When my husband and I were dating, he brought me a rose every week. He promised to bring me one each week for the rest of our lives and continued to do so for the first few months of our marriage. Then, he decided it was more meaningful to do the dishes. So, after two months of marriage, the romance went down the drain--so to speak.
Twelve years and three children later, we have found that it takes a conscious effort to keep the love alive. In his book 1001 Ways to be Romantic, Gregory J. P. Godek says that romance is about the little things. It's much more about the small gestures—the little ways of making daily life with your love a bit more special—than it is about the extravagant, expensive gestures.
His ideas include doing something romantic for your spouse every day for thirty days. I decided to give this idea a try. It was fun surprising my husband and seeing his reactions. Here are some of the creative, inexpensive ways I showed my love for him and the results I saw.
1. First, I made a card and put it under the windshield wiper of his car. He thanked me as soon as he got home from work.
2. The next day, I left a treat and note on the seat of his car. After I did this, my husband said he was going to have to keep an eye on me.
3. On the third day, I sent a card in the mail. When it arrived, I stuck it in with the rest of his letters. Upon finding the card I sent him, my husband said that all these little surprises made him feel special.
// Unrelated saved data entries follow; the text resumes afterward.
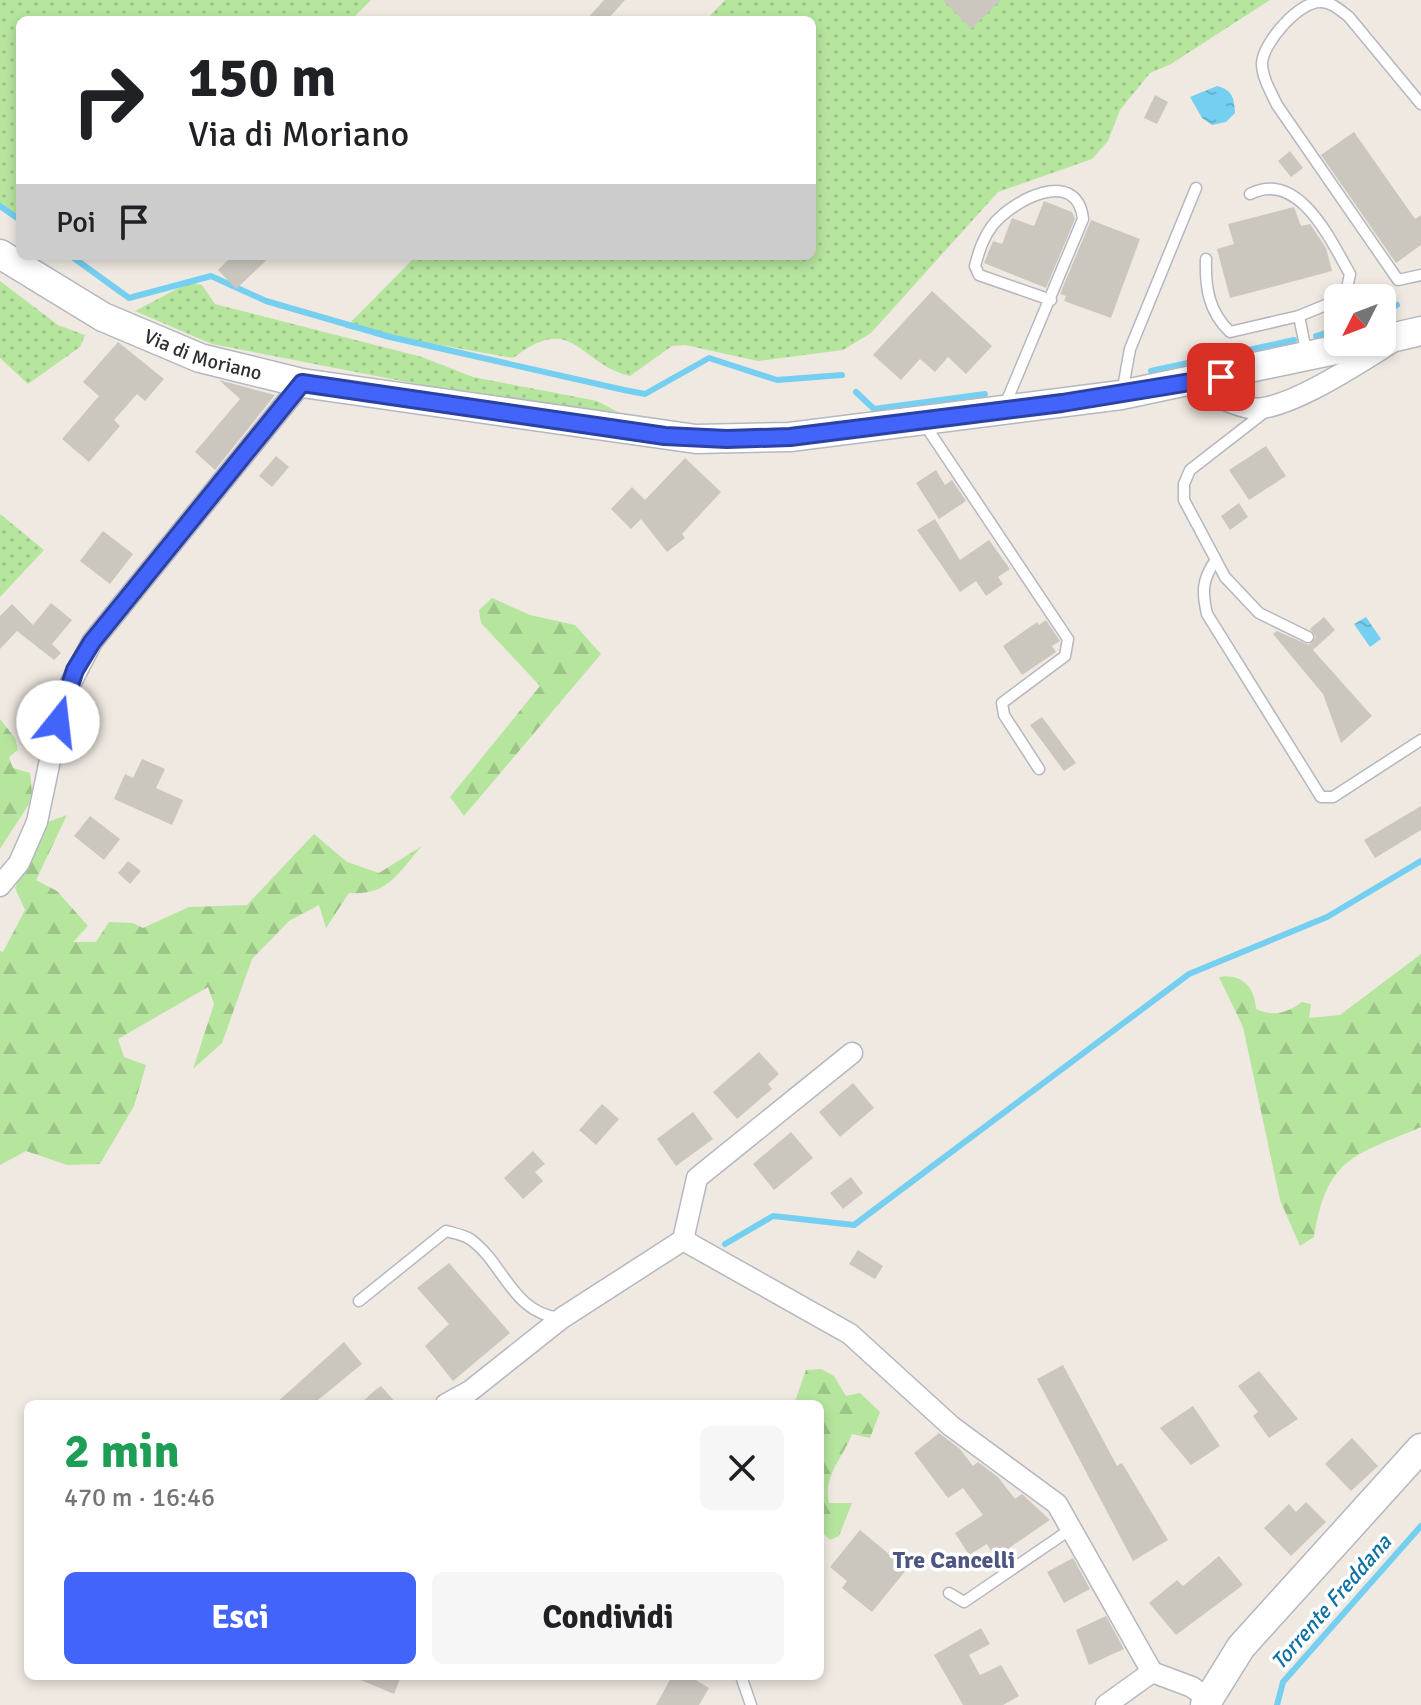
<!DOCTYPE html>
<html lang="it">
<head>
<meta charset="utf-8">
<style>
  body { margin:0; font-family:Signika,sans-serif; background:#f6f6f6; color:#202124; height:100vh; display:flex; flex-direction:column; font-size:30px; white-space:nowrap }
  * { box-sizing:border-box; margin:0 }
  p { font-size:26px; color:#757577 }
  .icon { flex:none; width:44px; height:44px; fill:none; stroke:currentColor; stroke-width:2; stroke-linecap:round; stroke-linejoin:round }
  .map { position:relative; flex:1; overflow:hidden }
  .panel { position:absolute; left:24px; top:1400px; width:800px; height:280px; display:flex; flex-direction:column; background:#fff; border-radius:12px; box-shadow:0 4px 12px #0003 }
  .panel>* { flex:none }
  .banner { position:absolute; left:16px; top:16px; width:800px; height:244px; border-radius:12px; box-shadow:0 4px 12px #0003; background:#fff; color:#202124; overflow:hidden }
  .needle { width:52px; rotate:228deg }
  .tools { position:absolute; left:1324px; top:284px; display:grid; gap:16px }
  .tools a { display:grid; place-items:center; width:72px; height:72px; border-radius:12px; background:#fff; box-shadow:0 4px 12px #0003; font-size:40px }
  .pin { position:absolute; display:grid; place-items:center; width:68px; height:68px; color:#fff; margin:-34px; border-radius:16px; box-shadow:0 4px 12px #0006 }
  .me { position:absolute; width:88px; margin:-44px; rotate:16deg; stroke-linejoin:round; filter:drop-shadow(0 0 6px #0008) }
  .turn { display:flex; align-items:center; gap:28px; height:168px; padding:0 40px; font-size:36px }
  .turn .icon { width:104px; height:104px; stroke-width:2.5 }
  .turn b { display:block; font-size:56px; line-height:68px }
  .then { display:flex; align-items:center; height:76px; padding:0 40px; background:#0003; gap:16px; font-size:30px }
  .round { display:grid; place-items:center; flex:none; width:84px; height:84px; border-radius:12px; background:#f6f6f6 }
  .headline { display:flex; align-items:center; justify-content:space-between; height:136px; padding:0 40px }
  h1 { font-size:48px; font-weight:700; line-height:60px; color:#1e9e55 }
  .action { display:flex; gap:16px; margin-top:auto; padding:16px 40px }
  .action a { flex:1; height:92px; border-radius:12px; background:#4264fb; color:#fff; font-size:32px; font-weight:700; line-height:92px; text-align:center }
  .action a+a { background:#f6f6f6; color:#202124 }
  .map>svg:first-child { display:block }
  .grass { fill:url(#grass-dots) }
  .forest { fill:url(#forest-firs) }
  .water { fill:url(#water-ripples) }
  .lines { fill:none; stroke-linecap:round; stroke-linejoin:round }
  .stream { stroke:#75cff0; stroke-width:6 }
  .building { fill:#cbc7bf }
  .lane-casing { stroke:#b4b7c1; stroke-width:13 }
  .street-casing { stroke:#b4b7c1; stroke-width:23 }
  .secondary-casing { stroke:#b4b7c1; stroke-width:31 }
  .lane { stroke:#fff; stroke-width:10 }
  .street { stroke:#fff; stroke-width:20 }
  .secondary { stroke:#fff; stroke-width:28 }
  .route-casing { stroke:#2b41a3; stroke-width:20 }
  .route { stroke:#4264fb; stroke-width:14 }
  .labels { text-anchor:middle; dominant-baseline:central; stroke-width:7; stroke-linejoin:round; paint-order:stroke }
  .street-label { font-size:20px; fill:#2e2e2e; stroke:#fff }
  .water-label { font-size:22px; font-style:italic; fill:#0d6fa3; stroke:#fff }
  .quarter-label { font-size:24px; font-weight:bold; fill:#4d5680; stroke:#fff }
</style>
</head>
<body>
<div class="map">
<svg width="1421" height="1705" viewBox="0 0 1421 1705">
  <defs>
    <pattern id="grass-dots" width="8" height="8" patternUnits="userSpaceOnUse" patternTransform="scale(2)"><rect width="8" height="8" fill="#b6e59e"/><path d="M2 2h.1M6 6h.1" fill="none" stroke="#9dc588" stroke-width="1.8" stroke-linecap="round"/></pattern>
    <pattern id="forest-firs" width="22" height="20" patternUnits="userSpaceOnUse" patternTransform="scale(2)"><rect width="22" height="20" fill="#b6e59e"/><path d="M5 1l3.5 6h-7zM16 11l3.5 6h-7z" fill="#9dc588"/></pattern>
    <pattern id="water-ripples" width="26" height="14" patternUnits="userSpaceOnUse" patternTransform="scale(2)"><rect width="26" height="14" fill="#75cff0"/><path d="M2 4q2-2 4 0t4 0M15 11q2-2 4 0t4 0" fill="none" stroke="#66b2ce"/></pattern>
  </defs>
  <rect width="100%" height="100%" fill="#efe9e1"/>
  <!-- grass -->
  <g class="grass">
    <polygon points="0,0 371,0 351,20 20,20 20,219 0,205"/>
    <path d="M725,0H1270L1171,64L1150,73L1120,110L1108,141L1092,159L998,192L871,333L843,350L758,361L685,345L672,346L630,376C577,363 574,311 513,358L345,328L416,256H812V20H706Z"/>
    <polygon points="0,281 58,325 85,335 80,347 28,384 0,358"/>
    <polygon points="190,282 202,285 215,304 422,357 473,377 597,401 618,412 479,396 212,344 135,311"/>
    <polygon points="0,514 44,550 0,597"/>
  </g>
  <!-- forest -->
  <g class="forest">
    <polygon points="492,598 530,615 575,625 601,654 464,816 450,797 540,686 481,623 479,610"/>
    <polygon points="0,719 15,738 18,750 9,757 13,768 30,773 32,792 29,804 0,849"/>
    <path d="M67,815L36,880L57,891L88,926L73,942H96L109,922L133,923L143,928L189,907L247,905L314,834L347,862L379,873L422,846C398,873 388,896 349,893L326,928L319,905L289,921L252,959L222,1043L193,1069L214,1004L208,987L118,1039L124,1057L146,1065L134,1106L100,1164L67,1165L26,1151L0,1165V951L3,952L25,910L15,888L45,823Z"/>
    <path d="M1421,954V1127C1353,1156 1327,1157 1314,1237L1300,1246L1280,1200L1243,1027L1219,977C1242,973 1255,988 1256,1009C1274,1017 1287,1013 1302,1002L1311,1004L1309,1018L1340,1015Z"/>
    <path d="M821,1369L834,1376L846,1396L860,1393L880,1412L870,1438L852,1434C843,1458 823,1475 829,1503H852L839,1536L830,1540L820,1530V1404H794L806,1370Z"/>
  </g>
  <!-- water -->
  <g class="water">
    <path d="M1217,86C1233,90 1234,99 1235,113L1226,122L1212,125L1202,118L1190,97Z"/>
    <polygon points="1366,617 1381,639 1370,647 1354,624"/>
  </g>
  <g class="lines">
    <!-- stream -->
    <g class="stream">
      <polyline points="0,206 20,220"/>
      <polyline points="71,256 129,298 211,276 266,301 390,337 624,390 645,394 709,358 777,380 842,375"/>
      <polyline points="1382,314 1397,305"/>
      <polyline points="1316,336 1338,329"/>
      <polyline points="1151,371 1294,340"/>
      <polyline points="856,392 874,409 985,394"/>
      <polyline points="725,1244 773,1216 854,1225 1189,974 1327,917 1421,861"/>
      <polyline points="1277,1705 1283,1682 1421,1526"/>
    </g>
  </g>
  <!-- building -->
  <g class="building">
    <polygon points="604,0 625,0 607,20 586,20"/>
    <polygon points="943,0 1001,0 971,29"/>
    <polygon points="1155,95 1168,102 1157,124 1144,118"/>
    <polygon points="1354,132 1415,219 1421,215 1421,245 1396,263 1321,155"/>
    <polygon points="1290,151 1303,168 1291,177 1278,161"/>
    <polygon points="1044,201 1072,212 1075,219 1046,288 984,263 993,241 1002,244 1012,218 1034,226"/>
    <polygon points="1294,207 1301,226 1310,224 1326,248 1332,271 1230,298 1217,249 1234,244 1228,224"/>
    <polygon points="1091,220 1140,239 1111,318 1064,301 1066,296 1060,294"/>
    <polygon points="232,256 271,256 236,289 218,270"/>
    <polygon points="932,291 992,346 966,374 948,357 935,372 920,359 901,380 873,355"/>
    <polygon points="118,342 164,379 145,401 137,394 114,420 120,426 89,462 62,439 99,396 83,382"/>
    <polygon points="219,380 275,395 215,470 195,452 240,399"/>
    <polygon points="1266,446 1286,476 1249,500 1229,470"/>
    <polygon points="276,456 289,467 272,487 259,476"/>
    <polygon points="685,458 721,492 682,534 685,538 667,552 641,519 631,529 611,509 632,487 645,500"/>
    <polygon points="936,470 945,485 952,480 966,501 939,519 916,483"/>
    <polygon points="1239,503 1248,517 1230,530 1221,516"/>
    <polygon points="935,519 960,560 989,540 1010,569 998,577 1003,584 986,596 976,581 960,592 917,530"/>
    <polygon points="103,531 133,554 110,584 80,561"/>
    <polygon points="51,603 72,620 52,644 61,653 54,660 17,631 0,649 0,616 12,604 33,625"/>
    <polygon points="1324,617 1335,630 1313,650 1372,716 1341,743 1323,694 1273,634 1277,631 1309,645 1316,637 1310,629"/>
    <polygon points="1046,620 1060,641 1052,646 1056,652 1022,675 1003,646 1037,622 1039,625"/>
    <polygon points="1042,717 1076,763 1064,771 1030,725"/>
    <polygon points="142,759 165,769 156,788 183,800 172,825 114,799 125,774 133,778"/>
    <polygon points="1421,806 1421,830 1375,858 1364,840"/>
    <polygon points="90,816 120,839 104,860 74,836"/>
    <polygon points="128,861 141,871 130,884 118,873"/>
    <polygon points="759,1052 779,1074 768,1084 772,1089 737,1119 713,1092"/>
    <polygon points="853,1083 874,1108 840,1137 819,1112"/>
    <polygon points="602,1104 619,1119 596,1145 579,1130"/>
    <polygon points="693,1112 713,1139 676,1166 657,1139"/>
    <polygon points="791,1132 813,1158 774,1190 753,1164"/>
    <polygon points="533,1151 545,1164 535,1172 543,1181 523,1199 504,1178"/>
    <polygon points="851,1177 863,1193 843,1209 830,1193"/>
    <polygon points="858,1250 883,1266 875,1279 849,1264"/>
    <polygon points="449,1263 510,1333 453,1381 425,1346 449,1324 417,1288"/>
    <polygon points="344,1342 362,1364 313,1404 275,1404"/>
    <polygon points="1063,1365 1117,1466 1122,1463 1168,1540 1133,1561 1037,1379"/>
    <polygon points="1259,1371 1298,1419 1269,1438 1253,1416 1258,1412 1238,1386"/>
    <polygon points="381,1386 397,1404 360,1404 374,1391"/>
    <polygon points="1193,1406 1220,1446 1191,1465 1160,1428"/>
    <polygon points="939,1433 960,1449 973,1466 978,1462 998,1477 1015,1499 1022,1494 1050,1520 1009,1548 1015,1558 1000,1567 987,1544 969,1555 955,1533 983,1515 963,1488 948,1498 914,1453"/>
    <polygon points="1352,1438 1378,1466 1351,1491 1325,1464"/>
    <polygon points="1306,1502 1326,1522 1291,1556 1264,1528 1289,1504 1296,1512"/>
    <polygon points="860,1530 907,1569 872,1612 842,1588 847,1581 830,1567"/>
    <polygon points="1219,1556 1243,1585 1176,1635 1149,1603 1177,1580 1183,1586"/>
    <polygon points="1073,1558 1090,1589 1064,1603 1047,1572"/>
    <polygon points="1106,1616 1124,1649 1089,1665 1076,1630"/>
    <polygon points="981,1628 990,1644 969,1655 980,1675 1001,1665 1019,1696 1003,1705 963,1705 934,1655"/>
    <polygon points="351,1676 401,1676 394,1694"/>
    <polygon points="672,1676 689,1676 709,1688 699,1705 656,1705"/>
  </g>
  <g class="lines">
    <!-- lane casing -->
    <g class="lane-casing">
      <g id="lane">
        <path d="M1421,104L1349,17C1341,11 1332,2 1321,2C1299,1 1263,43 1262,63C1262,78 1271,92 1277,105L1398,280L1421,275"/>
        <path d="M1250,194C1299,169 1331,241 1350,274L1346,293L1341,298"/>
        <path d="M1206,259C1205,288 1209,312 1230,332L1299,316L1307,356"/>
        <polyline points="1299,316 1338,300"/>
        <polyline points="1122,393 1130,349 1196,188"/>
        <path d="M1005,405L1083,219C1077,166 1012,200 992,226C983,238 979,251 975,266L979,275L1051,300"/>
        <polyline points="1266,411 1190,470 1184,484 1184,500 1225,577 1259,613 1308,637"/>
        <polyline points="923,422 1068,639 1065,656 1002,703 1004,715 1039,769"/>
        <path d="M1215,561C1202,580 1202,592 1207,614L1321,797H1333L1421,740"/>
        <path d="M359,1301L446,1231C453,1233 464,1235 470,1239C504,1263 512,1313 560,1318"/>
        <polyline points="949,1593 964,1602 1071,1529"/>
        <polyline points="741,1676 751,1705"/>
      </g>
    </g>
    <!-- street casing -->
    <g class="street-casing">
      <g id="street">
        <path d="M1192,383C1209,391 1230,405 1250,408C1283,414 1362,361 1391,343"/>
        <polyline points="0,886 19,863 37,822 63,698 92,642 302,383"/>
        <polyline points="852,1053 697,1178 683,1240 850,1334 951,1426 1057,1504 1152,1672 1192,1687 1208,1699"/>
        <polyline points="446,1404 470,1391 562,1318 683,1240"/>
        <polyline points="1106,1705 1152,1672"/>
      </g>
    </g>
    <!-- secondary casing -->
    <g class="secondary-casing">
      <g id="secondary">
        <path id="s1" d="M0,254L103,317L200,358L302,383L696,439L790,437L1121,395L1373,342"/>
        <polyline points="1382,340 1421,331"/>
        <polyline points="1205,1705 1241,1647 1421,1448"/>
      </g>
    </g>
    <!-- lane -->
    <use href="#lane" class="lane"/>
    <!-- street -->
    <use href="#street" class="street"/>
    <!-- secondary -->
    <use href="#secondary" class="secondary"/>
  </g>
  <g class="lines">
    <!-- route casing -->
    <g class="route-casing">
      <polyline id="route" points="58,722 75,670 92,642 302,383 665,436 727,439 790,437 1062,403 1221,377"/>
    </g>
    <!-- route -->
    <use href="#route" class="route"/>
  </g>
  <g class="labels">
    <!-- street labels -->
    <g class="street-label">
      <text stroke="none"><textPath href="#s1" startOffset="228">Via di Moriano</textPath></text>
    </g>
    <!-- water labels -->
    <g class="water-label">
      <text transform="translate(1331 1602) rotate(-49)">Torrente Freddana</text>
    </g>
    <!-- quarter labels -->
    <g class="quarter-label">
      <text x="954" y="1560">Tre Cancelli</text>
    </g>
  </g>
</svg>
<div class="tools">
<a><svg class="needle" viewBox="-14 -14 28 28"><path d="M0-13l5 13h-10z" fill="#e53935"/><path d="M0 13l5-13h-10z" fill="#757577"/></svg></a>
</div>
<div class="pin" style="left:1221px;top:377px;background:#d93025"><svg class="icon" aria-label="arrive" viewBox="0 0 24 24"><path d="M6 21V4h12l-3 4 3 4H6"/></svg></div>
<svg class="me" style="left:58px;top:722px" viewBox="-20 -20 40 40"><circle r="19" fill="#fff"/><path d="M0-13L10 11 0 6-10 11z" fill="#4264fb"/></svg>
<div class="banner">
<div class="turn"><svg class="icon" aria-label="right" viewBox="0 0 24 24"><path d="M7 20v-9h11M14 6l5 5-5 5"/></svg><div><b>150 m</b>Via di Moriano</div></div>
<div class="then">Poi<svg class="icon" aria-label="arrive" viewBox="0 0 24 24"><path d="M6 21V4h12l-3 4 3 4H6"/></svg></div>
</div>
<section class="panel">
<div class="headline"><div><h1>2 min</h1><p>470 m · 16:46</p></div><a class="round"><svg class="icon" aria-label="close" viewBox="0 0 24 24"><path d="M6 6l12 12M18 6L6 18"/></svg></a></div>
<div class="action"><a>Esci</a><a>Condividi</a></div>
</section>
</div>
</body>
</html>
4. I put a romantic movie from the library and some licorice on his pillow on the fourth day. After the kids went to bed, we watched the movie together, but he fell asleep half way through it.
5. The following morning, I wrote "I Love You" and drew a big heart on the bathroom mirror in red lipstick. When my husband discovered the message I wrote on the mirror, he showed it to our children. Later that day, my three year old son scribbled on the mirror with red fingernail polish. I guess he wanted to show me how much he loved me too. (Note: "Goo" cleanser removes lipstick.)
6. I taped red paper hearts all over his windshield and wrote titles and lines of love songs or poems that I liked and wrote, "I love you" in several different languages on different hearts. My husband caught me taping the hearts on his windshield, but later I could hear him laughing as he read them.
7. Right before my husband left on a trip, I taped some of our favorite love songs and stuck the tape in his car stereo. Later, he called to thank me.
8. While he was away, I called his voicemail to sing lines of love songs like, "I just called to say I love you" and "Have I told you lately that I love you?" It made me feel closer to him and he said he laughed when he got the messages.
9. The night after he returned, I read him some poetry by Robert and Elizabeth Browning.
10. The next day we started reading a book on improving marriage relationships.
11. One day I printed and framed a poem I wrote and put it on a side table in our living room. As soon as my husband walked in the door, my children pointed out the poem I had framed and my husband sat down to read it. You can also use a poem that's already been written or print and frame the words of a love song.
12. I sent him an e-mail that said: "How do I love thee? Let me count the ways." Then listed all the reasons why I love him.
13. On a subsequent evening, I checked out a dance instruction video from the library. My husband was very reluctant to try it so, the first night we watched it together and, while he lay in bed, I practiced the steps. The next night he agreed to at least try it. We learned the swing and once he got it down, he admitted that he actually liked it.
For the next several nights we learned to waltz, do the Foxtrot, Jitterbug, Cha Cha, Electric Slide and others. For a crash course in dancing, try Cal Pozo's Learn to Dance in Minutes series entitled "Party Dancing."
Joining in the Game
By that time I thought, being the competitive person that he is, that he would have gotten into the game and started doing sneaky, romantic things for me too, but not so. Still, I persisted because I was having such fun surprising him. Besides, following the first two weeks of these little surprises, our love and appreciation for each other increased.
A few months later my husband came home with a bag of dishtowels because he noticed that we were running out of them. I took one out of the bag and put the rest in a drawer. Later my husband asked me if I had taken all the rags out of the bag. I told him I hadn't and wondered why he cared. He told me to take them all out. Feeling a little irritated by his request, I pulled the rags out of the bag. Along with them came one of my favorite candy bars. I hugged and thanked him. The little surprises I'd done for him had paid off after all.
Six months after my romantic experiment, my husband and I attended a Christmas dance. He usually doesn't care to dance much, but we did the few swing dance steps we had learned and ended up dancing to every song and staying until the dance ended.
If you want to rekindle the romance or keep the love alive in your marriage, try doing something nice for your spouse every day for one month. You can try some of the ideas listed above or come up with your own. Either way, by the end of the month you are sure to rekindle that old spark!